Central Florida's Independent Jewish Voice
(JNS)—Gaza, a place with so much meaning. Words cannot describe the situations my comrades and I have been through.
The first time we got to the border we couldn’t imagine what the next four months would be like.
The first thing my officer told us when we started duty is that “the fence is a metaphor... only where the IDF is, is there a border.”
We couldn’t imagine how right he was.
In the past four months, my unit took control over the border, it was at this time the most difficult border in Israel.
Israel Independence Day, “Yom Nakba,” prisoner day, USA opening the Embassy in Jerusalem.
You know what was the hardest part of all this? It’s not the fact we didn’t take off our shoes the past week nor shower. Not the fact we didn’t talk to our friends and family the past week.

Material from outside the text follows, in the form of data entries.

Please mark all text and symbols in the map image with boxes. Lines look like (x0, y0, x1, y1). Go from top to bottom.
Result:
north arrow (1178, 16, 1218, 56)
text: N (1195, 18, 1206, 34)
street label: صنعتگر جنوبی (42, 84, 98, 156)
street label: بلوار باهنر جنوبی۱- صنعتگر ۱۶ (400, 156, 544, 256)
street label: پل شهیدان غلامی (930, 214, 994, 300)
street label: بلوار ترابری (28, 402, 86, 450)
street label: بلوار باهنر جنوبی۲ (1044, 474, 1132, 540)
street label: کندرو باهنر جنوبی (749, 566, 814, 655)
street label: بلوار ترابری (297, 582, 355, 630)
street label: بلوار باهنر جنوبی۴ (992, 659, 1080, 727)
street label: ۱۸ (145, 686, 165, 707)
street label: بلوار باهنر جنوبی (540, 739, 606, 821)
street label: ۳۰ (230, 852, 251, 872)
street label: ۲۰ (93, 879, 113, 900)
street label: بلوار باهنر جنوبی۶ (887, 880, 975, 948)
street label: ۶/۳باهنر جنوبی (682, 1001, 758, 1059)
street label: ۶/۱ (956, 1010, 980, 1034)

It’s not the fact we sleep an average four hours a night. Let’s not talk about when was the last time we went home. It was the fact we did all of this, and at the end of the week, we saw in the media only criticism, on how we kill innocent Palestinians.

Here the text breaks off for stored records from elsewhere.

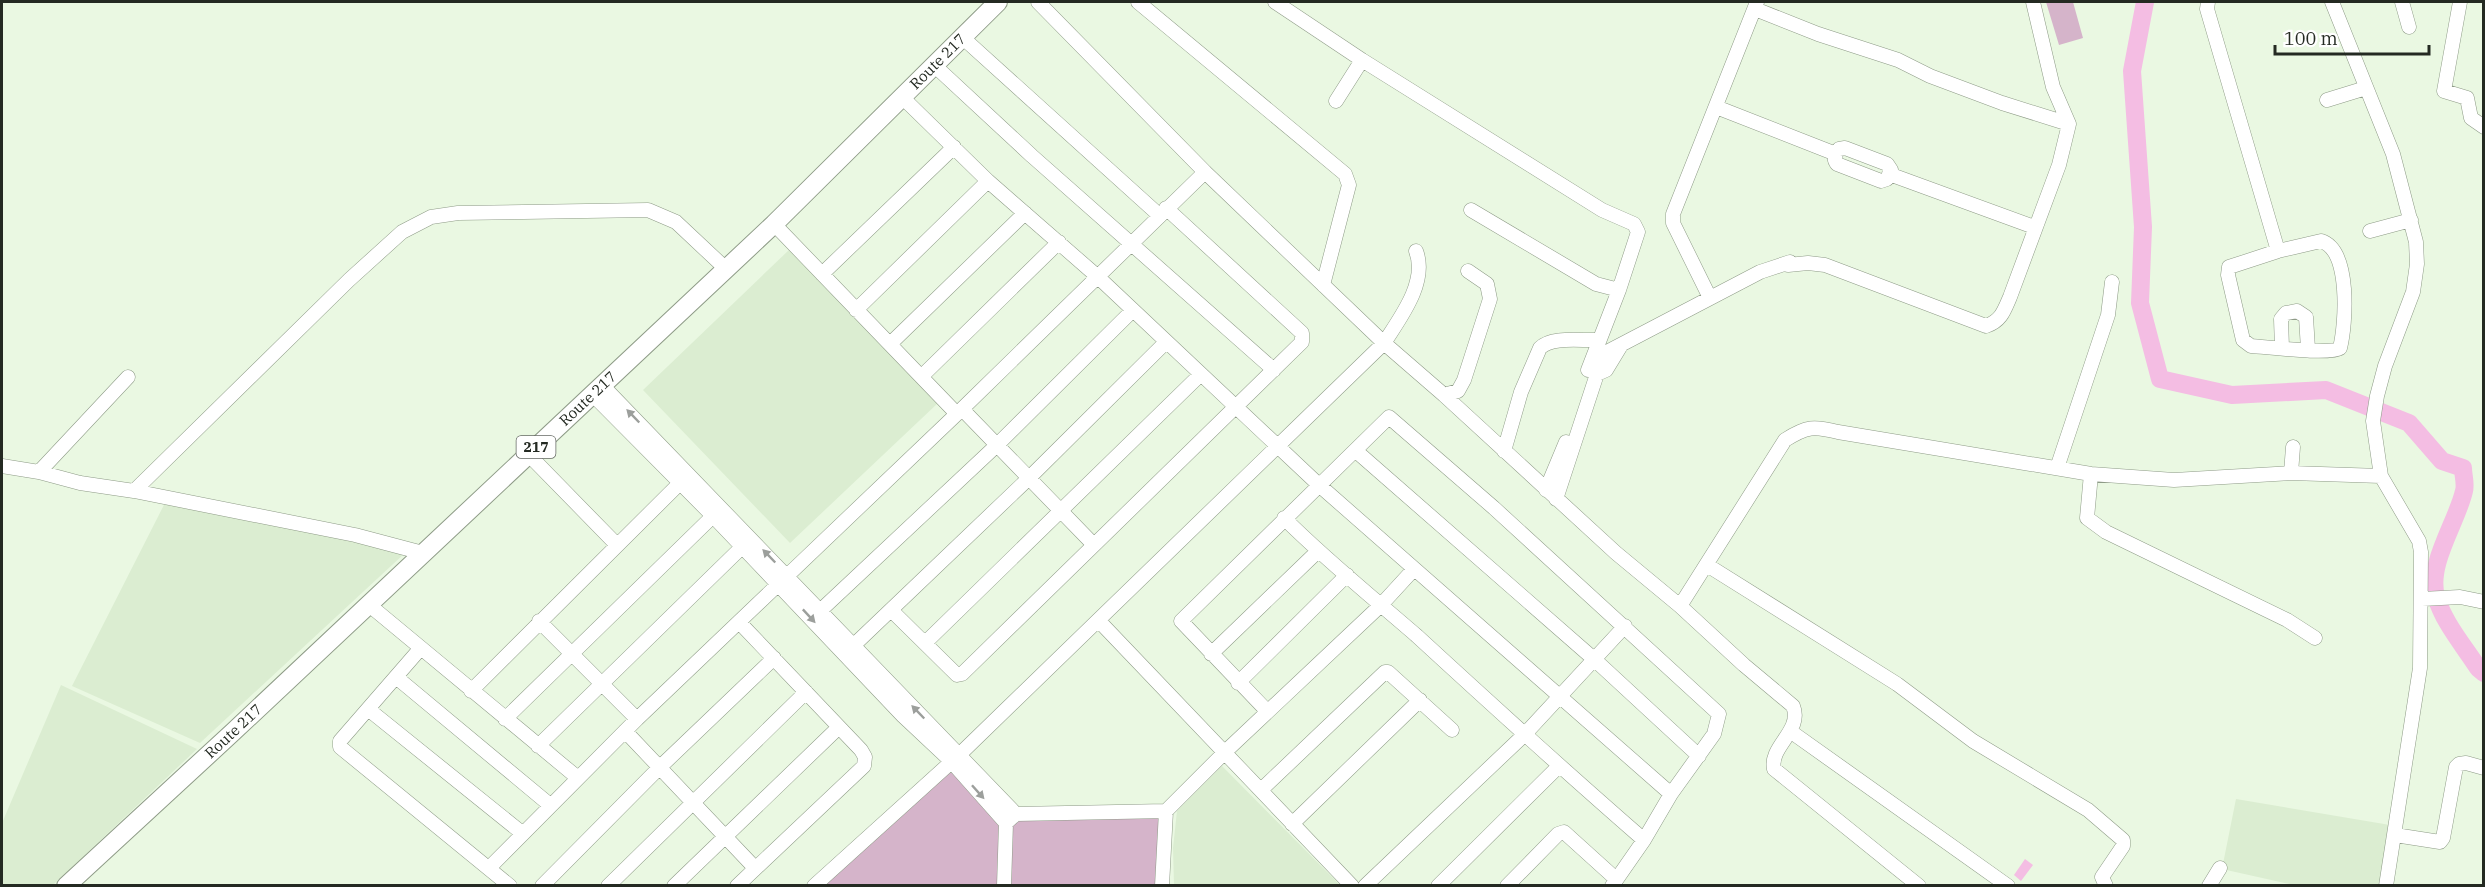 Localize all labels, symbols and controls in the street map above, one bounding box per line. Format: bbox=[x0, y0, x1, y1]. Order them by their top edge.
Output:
scale bar bbox=[2275, 18, 2430, 56]
text: 100 m bbox=[2284, 27, 2338, 50]
street label: Route 217 bbox=[905, 29, 970, 93]
street label: Route 217 bbox=[555, 367, 620, 430]
one-way arrow bbox=[627, 410, 641, 424]
road number: 217 bbox=[516, 436, 556, 458]
one-way arrow bbox=[763, 550, 777, 564]
one-way arrow bbox=[802, 609, 816, 624]
street label: Route 217 bbox=[201, 700, 266, 762]
one-way arrow bbox=[912, 706, 926, 720]
one-way arrow bbox=[971, 785, 985, 800]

Well, I wanna put things straight. (Since I’m actually here)
Have you ever seen 4,000 people running towards you full of hate and yelling “Allah Akhbar”? Have you ever seen 4,000 people—men, women, and kids full of hate and anger? Can a knife kill? A Molotov cocktail? Fire kites? Bomb? AK-47?

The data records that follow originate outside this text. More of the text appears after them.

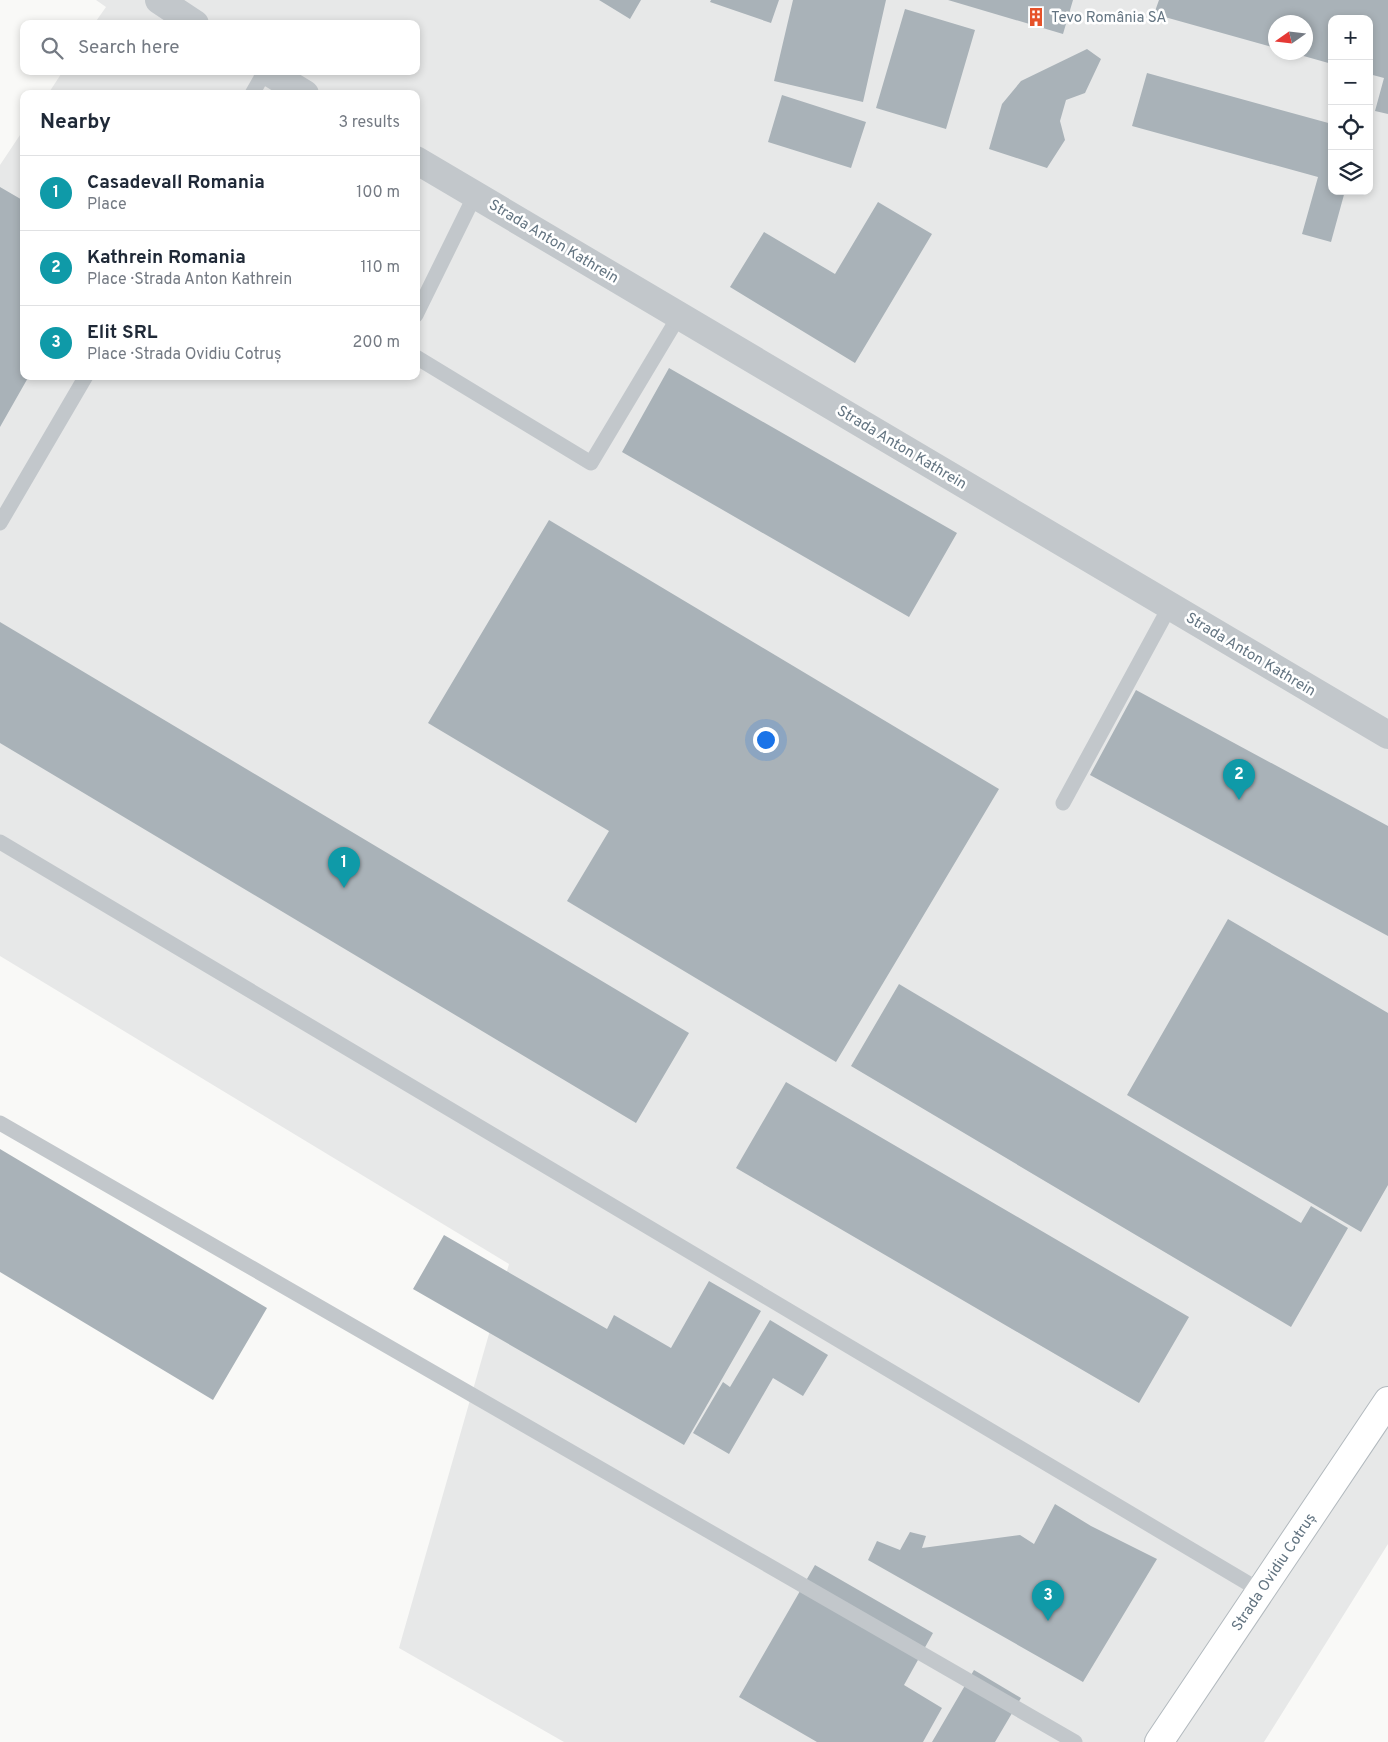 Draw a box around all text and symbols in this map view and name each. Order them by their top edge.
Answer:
building icon: Tevo România SA [1025,6,1047,28]
place label: Tevo România SA [1051,9,1167,28]
north arrow [1268,15,1313,60]
map controls [1328,15,1373,195]
button: + [1328,15,1373,60]
search box [20,20,420,75]
icon: search [38,34,66,62]
text: Search here [78,36,180,60]
button: − [1328,60,1373,105]
button: locate [1328,105,1373,150]
text: Nearby [40,109,111,136]
text: 3 results [338,113,400,133]
button: layers [1328,150,1373,195]
text: Casadevall Romania [87,171,265,195]
text: 1 [53,183,59,203]
text: 100 m [356,183,400,203]
text: Place [87,195,127,215]
street label: Strada Anton Kathrein [485,196,622,289]
text: Kathrein Romania [87,246,246,270]
text: 2 [51,258,61,278]
text: 110 m [360,258,400,278]
text: Place · Strada Anton Kathrein [87,270,292,290]
text: Elit SRL [87,321,157,345]
text: 3 [51,333,61,353]
text: 200 m [352,333,400,353]
text: Place · Strada Ovidiu Cotruș [87,345,282,365]
street label: Strada Anton Kathrein [833,402,970,495]
street label: Strada Anton Kathrein [1182,609,1319,702]
your location [753,727,779,753]
pin: 2 [1223,759,1255,800]
pin: 1 [328,847,360,888]
street label: Strada Ovidiu Cotruș [1228,1510,1321,1635]
pin: 3 [1032,1580,1064,1621]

Well, that’s a daily threat on the border.
My friends and I felt all the things above.
We SAW 4,000 people run to the fence. WE have been shot at. WE saw a bomb explode that was meant for us. WE saw people run towards us with knives and axes meant to KILL us. The feeling that goes through your body after all this is indescribable.
We have the right to defend our people, family, friends. We know if they pass us they are going for them.
Our LAST resort is to shoot, we first send papers describing we don’t want this, we send smelly bombs to keep them away. No country in the world does that.
After all this, they keep coming ... we shoot.
Every shot you take needs to get approved by two different people. Every shot that you take is written down and checked by officials.
The first rule as a sniper is to never close your eyes so you won’t miss a thing. Sometimes, you see things you will never forget.
All in all, I can assure you at the end of this tour we as a unit don’t regret a shot we took. Every shot we took was to protect the people we love.